Linux Print System at Cisco Systems, Inc.
Due to the growth of Cisco and the sheer amount of day-to-day print administration, I had allowed the engineers access to edit the master configuration file. However, this was creating a problem. Since the file was edited with vi, there was no locking, and I was beginning to have problems with people overwriting each other's changes. Also, the file was getting so big the mkprint program was taking a significant amount of time to run. I needed to put this configuration data into a database.
I wrote what I thought would be a “simple distributed database” (SDDB). I soon discovered the first two words are a contradiction in terms. It is actually more like a “network directory” than a database—it performs a function similar to Sun's NIS (Yellow Pages).
NIS maintains separate domains, each of which has a master server and multiple copy servers. While each NIS server can store the data for multiple domains, the data never merge. A client has to “bind”, or attach, to a particular domain on a particular server and can query data only in that domain.
SDDB also maintains separate domains, each with its own master server and copy servers. Each master server receives record updates for its own domain and propagates these changes to all the other servers across all domains. The data from each domain is merged on each server into a single contiguous database—the original domain being stored on each record. Thus, when a client queries the data, it does so across all domains.

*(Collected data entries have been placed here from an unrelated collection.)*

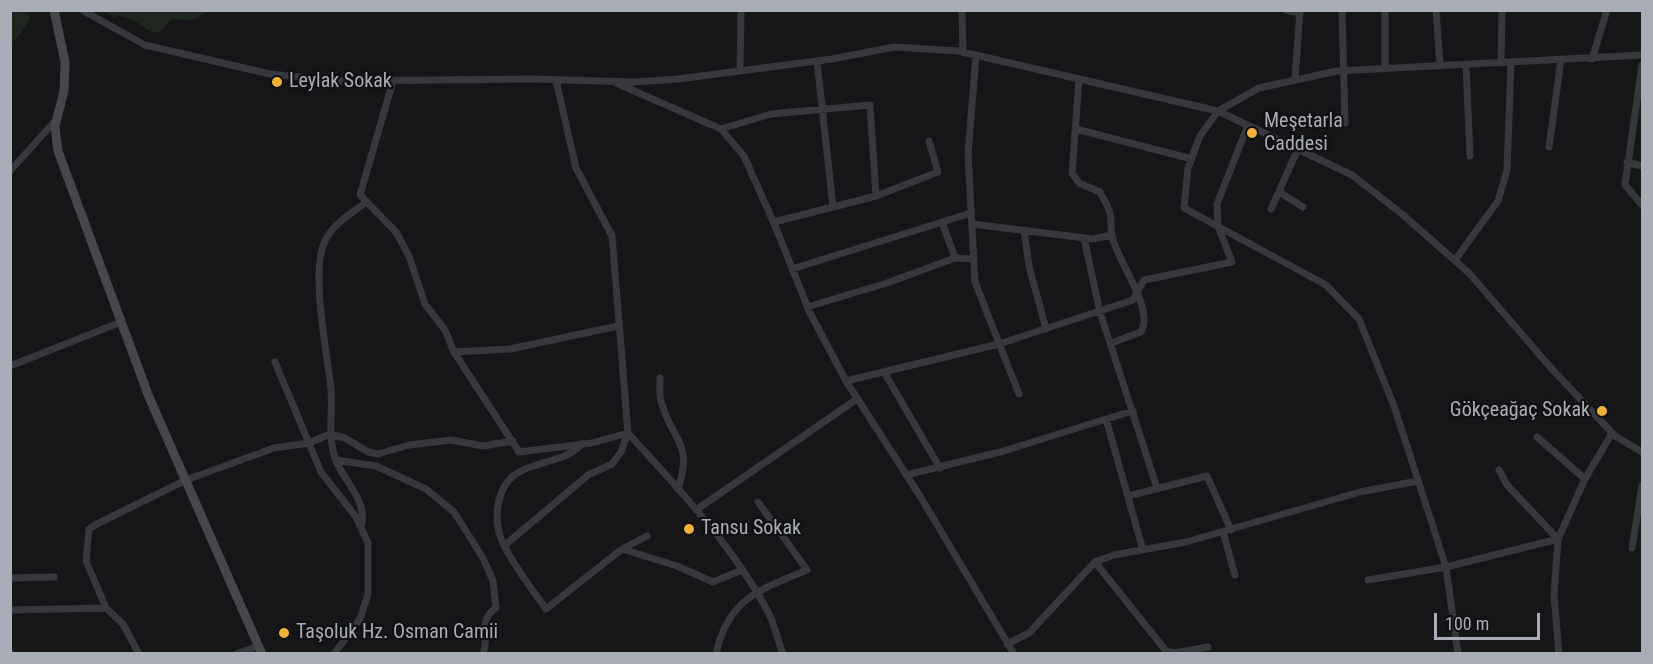 <!DOCTYPE html>
<meta charset="utf-8">
<style>
body{margin:0}
#map{position:relative;width:1653px;height:664px;overflow:hidden;background:#161618;font-family:"Roboto Condensed",sans-serif}
canvas{display:block}
.frame{position:absolute;inset:0;border:12px solid #a8adb8;pointer-events:none}
.scale{position:absolute;left:1434px;top:613px;width:106px;height:27px;box-sizing:border-box;border:3px solid #a8adb8;border-top:0;padding-left:8px;font-size:18px;line-height:21px;white-space:nowrap;color:#a8adb8;-webkit-text-stroke:4px #111113;paint-order:stroke}
</style>
<div id="map">
<canvas width="1653" height="664"></canvas>
<div class="frame"></div>
<div class="scale">100 m</div>
</div>
<script>
const ctx = document.querySelector('canvas').getContext('2d');
ctx.lineJoin = 'round';
function fillPath(path, color) { ctx.fillStyle = color; ctx.fill(path, 'evenodd'); }
function trace(path, color, width, dash) { ctx.strokeStyle = color; ctx.lineWidth = width; ctx.lineCap = dash ? 'butt' : 'round'; ctx.setLineDash(dash || []); ctx.stroke(path); }
function label(font, color, halo, rows, align = 'center') {
  ctx.font = font + ' "Roboto Condensed",sans-serif'; ctx.lineWidth = 4.5; ctx.setLineDash([]); ctx.textBaseline = 'middle'; ctx.strokeStyle = halo; ctx.fillStyle = color; for (const [text, x, y, turn = 0] of rows) {
    ctx.save(); ctx.translate(x, y); ctx.rotate((+turn || 0) * Math.PI / 180); ctx.textAlign = isNaN(turn) ? turn : align; if (halo) ctx.strokeText(text, 0, 0); ctx.fillText(text, 0, 0); ctx.restore();
  }
}
const green = new Path2D(`
 M10 11H25L31 18 19 36 11 42Z
 M104 11H208L193 20 171 19 161 31 153 33 138 23 118 15 114 17Z`);
const street = new Path2D(`
 M82 10 145 45 270 74 339 81 533 79 634 82 678 79 832 59 894 47 958 51 1218 111 1352 175 1402 214 1469 273 1551 368 1615 436 1642 452
 M962 10 963 52
 M1286 10 1300 13
 M1342 10 1345 123
 M1385 10V69
 M1436 10 1440 66
 M976 55 968 154 975 282 1019 394
 M1592 59 1607 10
 M817 61 833 207
 M1501 63 1502 10
 M1466 65 1470 156
 M1642 65 1625 185 1642 205
 M740 71 741 10
 M1079 79 1072 173 1079 183 1100 192C1103 198 1108 206 1110 213 1112 220 1110 229 1112 236 1117 261 1155 309 1141 332L1111 343
 M1295 80 1300 10
 M393 81 360 195 396 232 409 256 425 304 445 330 454 352 519 452 592 443 628 433
 M616 83 721 129 744 156 776 228 810 313 846 381 920 496 1014 654
 M721 129 771 114 870 105 876 196
 M1076 129 1192 159
 M1549 147 1561 60
 M1627 162 1642 166
 M10 171 55 121
 M1279 192 1303 207
 M1271 209 1298 149
 M774 222 876 196 938 172 929 141
 M942 222 955 258
 M972 224 1093 239 1111 235
 M1024 230 1029 266 1046 329
 M1084 238 1100 312 1157 488
 M1455 260 1498 201 1507 170 1511 63
 M792 269 971 213
 M807 307 887 283 955 258 973 259
 M454 352 510 349 618 326
 M275 362 321 472 356 517 368 543V594L360 619 334 654
 M10 366 121 322
 M884 372 940 468
 M660 378C660 385 659 394 661 401 672 442 694 442 678 489
 M846 381 999 344 1133 300 1144 280 1232 262 1218 226 1217 204 1248 125
 M1106 419 1133 411
 M628 433C679 489 734 547 769 614 775 626 778 641 783 654
 M1537 437 1585 479
 M582 444C567 460 543 461 523 470 495 482 491 523 505 547 516 569 532 589 546 609L622 549 647 536
 M336 460 376 466 426 489 454 512 483 558 493 581 496 608C477 620 490 637 483 654
 M906 475 1004 451 1106 419 1143 550
 M1128 496 1207 476 1231 530
 M696 510 857 399
 M361 527C369 503 345 482 336 461 327 437 333 412 331 388 327 353 311 274 324 243 331 225 351 214 366 202
 M1223 532 1235 575
 M504 546 588 475 612 464 621 452 628 433 612 236 576 168 556 80
 M1632 548 1642 486
 M622 549 677 566 713 582 742 570
 M1095 562 1166 651 1174 653 1208 647
 M10 578 54 577
 M1368 580 1446 567 1558 539 1507 485 1499 470
 M10 610 106 608
 M1007 644 1029 633 1095 562 1114 555 1186 542 1360 492 1418 481
 M10 652 11 654
 M139 654 123 624 106 608 86 561 89 529 97 524 186 480 274 448 309 443 330 434 345 438 368 452 378 454 409 445 451 440 483 446 513 441
 M236 654 259 646
 M716 654C728 598 760 590 807 570L758 502
 M1458 654 1446 567 1394 406 1359 319 1326 285 1184 208 1188 168 1200 136 1218 111 1259 88 1337 71 1642 55
 M1559 654 1554 595 1558 539 1585 479 1612 433`);
const secondary = new Path2D(`
 M54 10 65 62 64 91 55 126 58 151 149 397 262 654`);
const markers = [
 [277,82,6,"#f2b134"],
 [1252,133,6,"#f2b134"],
 [1602,411,6,"#f2b134"],
 [689,529,6,"#f2b134"],
 [284,633,6,"#f2b134"]
];
const poiNames = [
 ["Leylak Sokak",289,82],
 ["Meşetarla",1264,122],
 ["Caddesi",1264,145],
 ["Gökçeağaç Sokak",1590,411,"right"],
 ["Tansu Sokak",701,529],
 ["Taşoluk Hz. Osman Camii",296,633]
];
fillPath(green, '#1e261f');
trace(street, '#37383d', 7);
trace(secondary, '#45474d', 9);
for (const [x, y, r, color] of markers) { const dot = new Path2D(); dot.arc(x, y, r, 0, 2 * Math.PI); ctx.fillStyle = color; ctx.fill(dot); trace(dot, '#111113', 2); }
label('20px', '#a8adb8', '#111113', poiNames, 'left');
</script>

The records are held as a “field=value” list of variable lengths. Only the values defined are stored in the record, and new values can be added at any time.

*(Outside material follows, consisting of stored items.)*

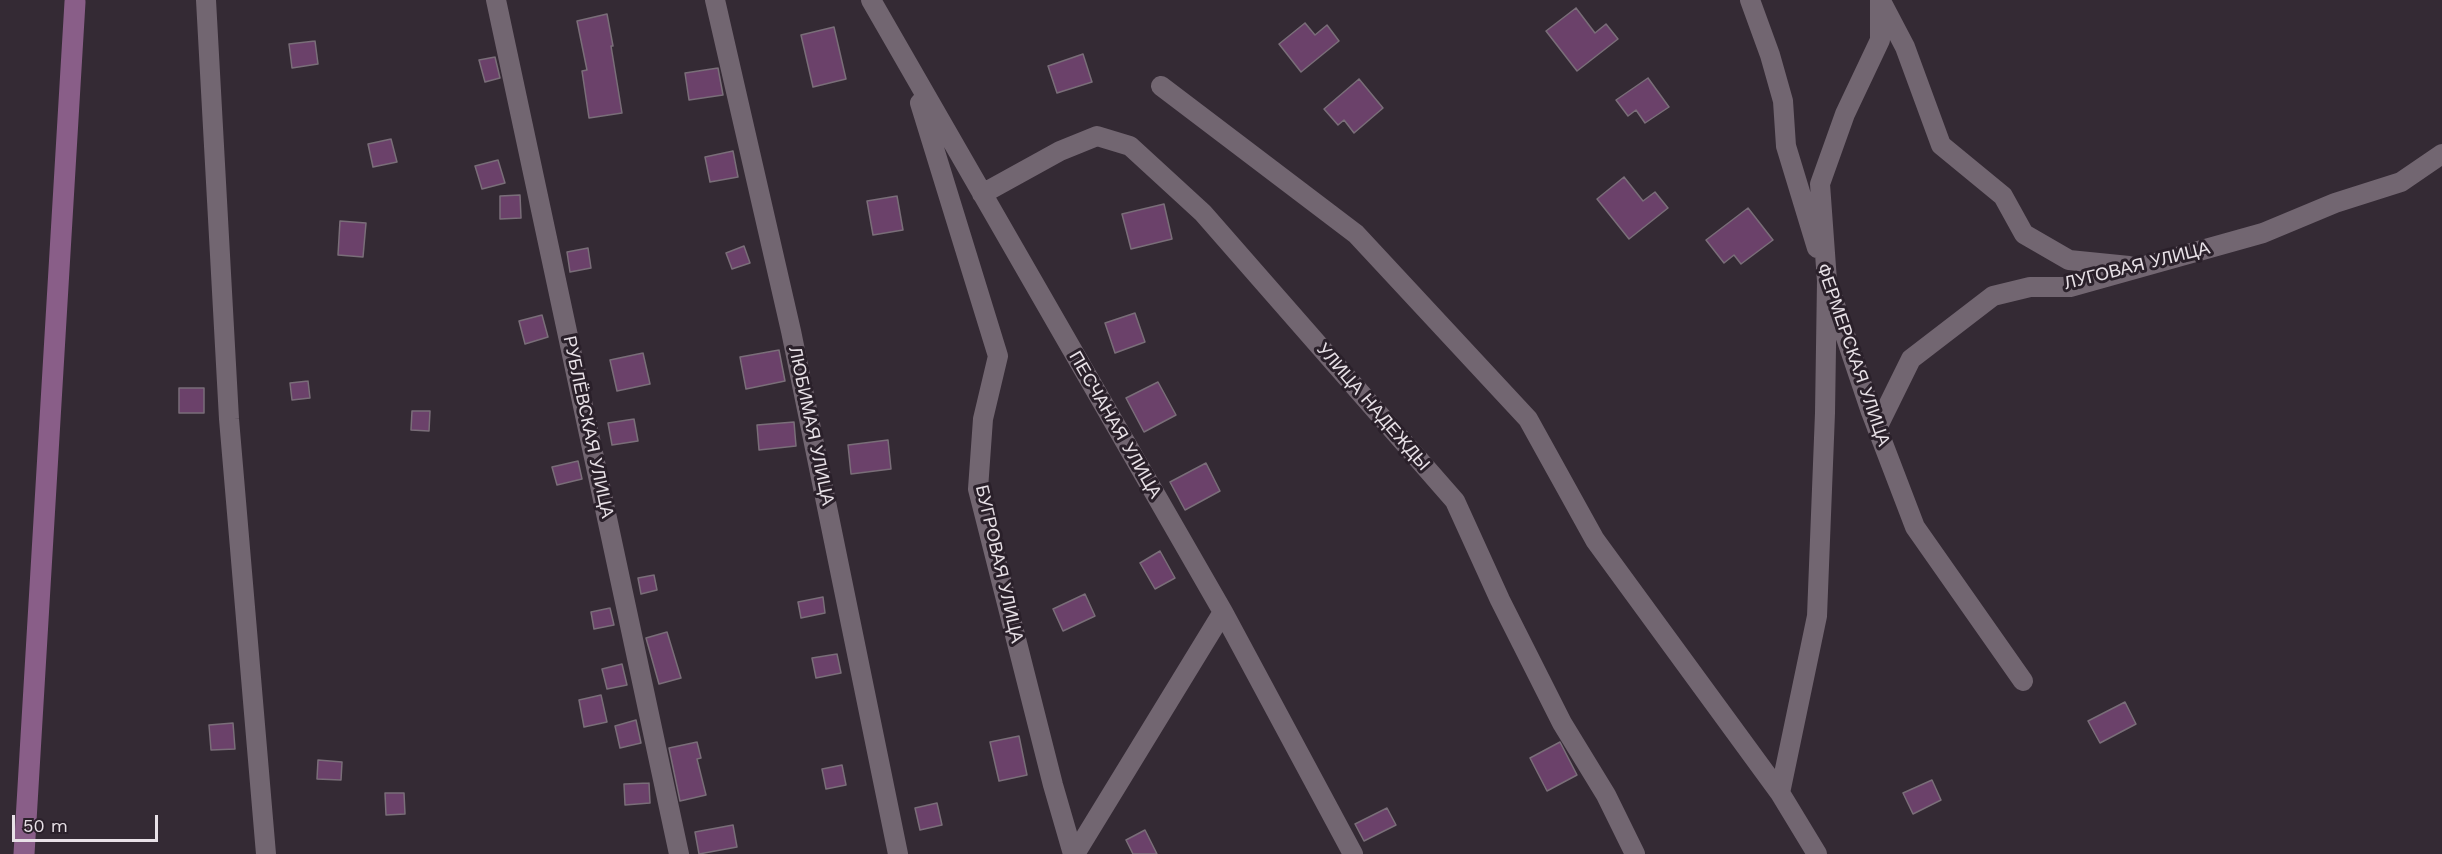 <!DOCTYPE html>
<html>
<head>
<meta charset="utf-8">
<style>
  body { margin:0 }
  #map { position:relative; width:2442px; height:854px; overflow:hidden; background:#342a34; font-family:"Work Sans",sans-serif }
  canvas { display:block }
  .scale { position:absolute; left:12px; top:815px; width:146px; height:27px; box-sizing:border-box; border:3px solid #e8e1e7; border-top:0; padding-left:8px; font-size:18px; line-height:21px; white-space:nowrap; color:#e8e1e7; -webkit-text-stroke:4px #2a202a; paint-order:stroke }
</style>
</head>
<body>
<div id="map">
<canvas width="2442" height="854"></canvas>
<div class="scale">50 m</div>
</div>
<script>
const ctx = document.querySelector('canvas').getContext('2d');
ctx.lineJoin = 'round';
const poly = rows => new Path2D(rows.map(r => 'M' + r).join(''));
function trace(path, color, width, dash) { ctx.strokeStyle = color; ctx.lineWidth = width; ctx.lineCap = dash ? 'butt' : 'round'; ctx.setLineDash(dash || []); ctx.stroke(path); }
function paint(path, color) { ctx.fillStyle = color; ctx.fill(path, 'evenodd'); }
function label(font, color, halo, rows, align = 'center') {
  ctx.font = font + ' "Work Sans",sans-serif'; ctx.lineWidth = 6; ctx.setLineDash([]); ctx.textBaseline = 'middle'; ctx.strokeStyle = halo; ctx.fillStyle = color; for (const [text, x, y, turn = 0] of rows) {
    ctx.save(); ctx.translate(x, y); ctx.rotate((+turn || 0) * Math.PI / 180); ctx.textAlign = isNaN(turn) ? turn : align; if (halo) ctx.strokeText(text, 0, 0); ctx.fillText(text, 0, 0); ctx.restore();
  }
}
trace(poly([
  [24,854,75,2]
]), '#895e88', 21);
const building = poly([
  [1576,8,1595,33,1606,24,1618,39,1577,71,1546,31,1576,8],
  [607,14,613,46,611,46,622,113,589,118,582,71,587,70,577,21,607,14],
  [1305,23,1315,35,1327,25,1339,41,1301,72,1279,44,1305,23],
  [834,27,846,79,813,87,801,35,834,27],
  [315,41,318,64,292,68,289,44,315,41],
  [1083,54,1092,82,1057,93,1048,66,1083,54],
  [495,57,500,78,485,82,479,60,495,57],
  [718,68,723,95,689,100,685,73,718,68],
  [1648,78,1669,107,1645,123,1636,110,1628,116,1616,100,1648,78],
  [1359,79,1383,108,1354,133,1344,120,1338,125,1324,109,1359,79],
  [391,139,397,162,373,167,368,144,391,139],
  [733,151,738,177,710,182,705,157,733,151],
  [498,160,505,183,482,189,475,166,498,160],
  [1624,177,1643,201,1655,192,1668,208,1629,239,1597,199,1624,177],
  [520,195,521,218,500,219,500,196,520,195],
  [897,196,903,230,873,235,867,201,897,196],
  [1164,204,1172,239,1131,249,1122,214,1164,204],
  [1748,208,1773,240,1741,264,1734,255,1724,263,1706,240,1748,208],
  [340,221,366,223,363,257,338,255,340,221],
  [744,246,750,263,732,269,726,253,744,246],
  [588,248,591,268,570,272,567,252,588,248],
  [1135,313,1145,342,1115,353,1105,323,1135,313],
  [542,315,548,337,525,344,519,321,542,315],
  [779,350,785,381,746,389,740,357,779,350],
  [643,353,650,384,617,391,610,360,643,353],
  [308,381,310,398,292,400,290,383,308,381],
  [1158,382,1176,415,1144,432,1126,398,1158,382],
  [179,388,204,388,204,413,179,413,179,388],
  [412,411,430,411,429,431,411,430,412,411],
  [634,419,638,441,612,445,608,423,634,419],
  [794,422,796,446,759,450,757,425,794,422],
  [888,440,891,469,851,474,848,445,888,440],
  [578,461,582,479,557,485,552,467,578,461],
  [1206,463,1220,491,1185,510,1170,482,1206,463],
  [1160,551,1175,578,1155,589,1140,563,1160,551],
  [654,575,657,590,641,594,638,578,654,575],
  [1085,594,1095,616,1063,631,1053,609,1085,594],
  [823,597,825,613,801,618,798,602,823,597],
  [610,608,614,625,594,629,591,612,610,608],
  [667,632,681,678,659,684,646,638,667,632],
  [837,654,841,673,816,678,812,658,837,654],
  [622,664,627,685,607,689,602,669,622,664],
  [601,695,607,722,584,727,579,700,601,695],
  [2125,702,2136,724,2100,743,2088,721,2125,702],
  [636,720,641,743,620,748,615,726,636,720],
  [233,723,235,749,211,750,209,725,233,723],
  [1019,736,1027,775,999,781,990,742,1019,736],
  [697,742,701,758,697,759,706,795,680,801,669,748,697,742],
  [1560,742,1577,775,1547,791,1530,758,1560,742],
  [318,760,342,762,341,780,317,779,318,760],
  [842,765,846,785,826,789,822,769,842,765],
  [1932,780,1941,800,1913,814,1903,793,1932,780],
  [649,783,650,803,625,805,624,784,649,783],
  [385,793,404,793,405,814,386,815,385,793],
  [937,803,942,825,920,830,915,808,937,803],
  [1387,808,1396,825,1364,841,1355,824,1387,808],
  [733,825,737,847,699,854,695,832,733,825],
  [1145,830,1157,854,1133,854,1126,840,1145,830]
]);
paint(building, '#6b416a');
trace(building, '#7a6e79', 1.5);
trace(poly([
  [206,0,229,419,266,854],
  [496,0,679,854],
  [715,0,791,331,898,854],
  [871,0,1223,612,1353,854],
  [1750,0,1770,55,1783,101,1786,146,1817,248],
  [1882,3,1905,47,1941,145,2003,196,2024,234,2069,260,2129,266],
  [1161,86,1356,234,1528,419,1595,540,1780,793,1817,854],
  [920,103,998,356,983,419,978,489,1053,785,1073,854],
  [982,194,1060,151,1097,136,1130,146,1203,213,1455,501,1500,600,1562,723,1606,795,1635,854],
  [1832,296,1871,412,1915,527,2023,681],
  [1877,428,1911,359,1993,296,2030,287,2070,287,2263,233,2335,203,2401,182,2442,154],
  [1780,793,1817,616,1825,413,1827,281,1820,184,1845,114,1880,40,1880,0],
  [1075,854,1223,612]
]), '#726671', 20);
label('18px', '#e8e1e7', '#2a202a', [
  ["ЛУГОВАЯ УЛИЦА",2137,266,-14],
  ["ФЕРМЕРСКАЯ УЛИЦА",1853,355,71],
  ["УЛИЦА НАДЕЖДЫ",1373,407,49],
  ["ПЕСЧАНАЯ УЛИЦА",1115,425,60],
  ["ЛЮБИМАЯ УЛИЦА",811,426,78],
  ["РУБЛЁВСКАЯ УЛИЦА",588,427,78],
  ["БУГРОВАЯ УЛИЦА",999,564,77]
]);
</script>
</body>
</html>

Indices are held in memory using a “red-black” tree algorithm. All creation and comparing is done by user-supplied functions, so the indices are very flexible. SDDB allows for multiple indices and can detect and reject duplicate entries, unlike NIS which allows only one index on each file or table.
The SDDB servers are completely stateless (i.e., they do not store any information between client requests) and use a fast UDP protocol to perform all transactions. A modification sequence number (which is analogous to a modification time) is held on each record so that a master server can decide what records have been updated and need to be propagated to the other servers. Since only the modified data is transferred, the propagation delay can be made very short—it is currently about 30 seconds.
SDDB has an API for both C and shell scripts. Thus, you can use either script to inquire, update or delete records in the database. The database is not tied to the print system—it can be used to store any sort of record-oriented data.
I installed SDDB on every print server and converted all the master configuration data into SDDB records. SDDB could now provide the configuration data for mkprint, which produced the configuration files (/etc/printcap, et al.). I re-wrote mkprint in C (it was originally written in shell and awk script), which improved its speed enourmously. It no longer had to use rcp, since the data was already present on the local server. I rewrote the web (CGI) programs so that they no longer relied on the output of mkprint, and received their information directly from SDDB.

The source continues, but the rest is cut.